▶ Task to complete
Count lines, not occurrences: report how many lines in the records hold the string "Amberdale", and nothing else.

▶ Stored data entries
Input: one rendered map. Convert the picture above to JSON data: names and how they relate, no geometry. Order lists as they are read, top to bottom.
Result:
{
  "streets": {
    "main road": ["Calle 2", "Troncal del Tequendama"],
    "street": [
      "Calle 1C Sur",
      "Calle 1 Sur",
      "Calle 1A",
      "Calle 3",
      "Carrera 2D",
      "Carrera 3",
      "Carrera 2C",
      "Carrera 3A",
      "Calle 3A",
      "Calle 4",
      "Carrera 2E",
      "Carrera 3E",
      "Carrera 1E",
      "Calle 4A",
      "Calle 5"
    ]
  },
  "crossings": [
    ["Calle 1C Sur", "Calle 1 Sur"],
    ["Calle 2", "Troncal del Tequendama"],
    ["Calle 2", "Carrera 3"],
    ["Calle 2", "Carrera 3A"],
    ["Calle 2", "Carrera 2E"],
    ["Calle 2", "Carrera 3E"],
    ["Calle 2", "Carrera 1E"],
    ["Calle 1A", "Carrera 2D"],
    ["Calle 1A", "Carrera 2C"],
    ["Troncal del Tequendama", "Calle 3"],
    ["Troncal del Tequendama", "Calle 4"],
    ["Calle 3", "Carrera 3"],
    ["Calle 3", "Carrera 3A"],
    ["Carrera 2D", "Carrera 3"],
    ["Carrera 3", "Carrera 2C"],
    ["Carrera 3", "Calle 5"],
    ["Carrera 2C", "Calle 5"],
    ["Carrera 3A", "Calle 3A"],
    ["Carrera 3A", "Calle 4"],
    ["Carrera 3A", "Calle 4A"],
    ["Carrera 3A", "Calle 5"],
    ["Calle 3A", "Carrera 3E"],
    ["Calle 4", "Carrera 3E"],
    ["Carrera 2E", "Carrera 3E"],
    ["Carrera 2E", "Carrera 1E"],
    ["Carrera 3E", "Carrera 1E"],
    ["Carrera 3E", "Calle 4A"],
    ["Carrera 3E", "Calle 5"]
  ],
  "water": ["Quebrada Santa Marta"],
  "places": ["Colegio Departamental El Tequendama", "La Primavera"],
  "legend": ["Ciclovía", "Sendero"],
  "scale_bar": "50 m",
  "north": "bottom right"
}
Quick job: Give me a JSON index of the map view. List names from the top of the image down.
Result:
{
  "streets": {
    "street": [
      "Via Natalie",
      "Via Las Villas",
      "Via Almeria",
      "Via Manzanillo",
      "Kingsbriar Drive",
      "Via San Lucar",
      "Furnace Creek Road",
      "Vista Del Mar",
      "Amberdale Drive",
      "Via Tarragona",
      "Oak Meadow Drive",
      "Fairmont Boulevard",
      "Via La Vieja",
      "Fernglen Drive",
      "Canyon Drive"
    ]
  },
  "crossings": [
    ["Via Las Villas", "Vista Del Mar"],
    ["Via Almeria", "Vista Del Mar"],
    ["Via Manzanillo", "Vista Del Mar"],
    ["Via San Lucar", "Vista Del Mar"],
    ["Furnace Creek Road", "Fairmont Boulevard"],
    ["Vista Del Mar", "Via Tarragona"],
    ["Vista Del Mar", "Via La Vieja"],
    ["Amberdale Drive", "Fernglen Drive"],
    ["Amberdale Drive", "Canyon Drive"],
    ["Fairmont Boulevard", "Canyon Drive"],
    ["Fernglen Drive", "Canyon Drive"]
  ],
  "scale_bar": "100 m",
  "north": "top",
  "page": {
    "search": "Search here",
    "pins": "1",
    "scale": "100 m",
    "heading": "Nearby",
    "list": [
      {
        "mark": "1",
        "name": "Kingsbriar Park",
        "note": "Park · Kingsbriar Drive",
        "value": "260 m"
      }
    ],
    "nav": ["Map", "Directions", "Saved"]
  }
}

▶ Answer space
3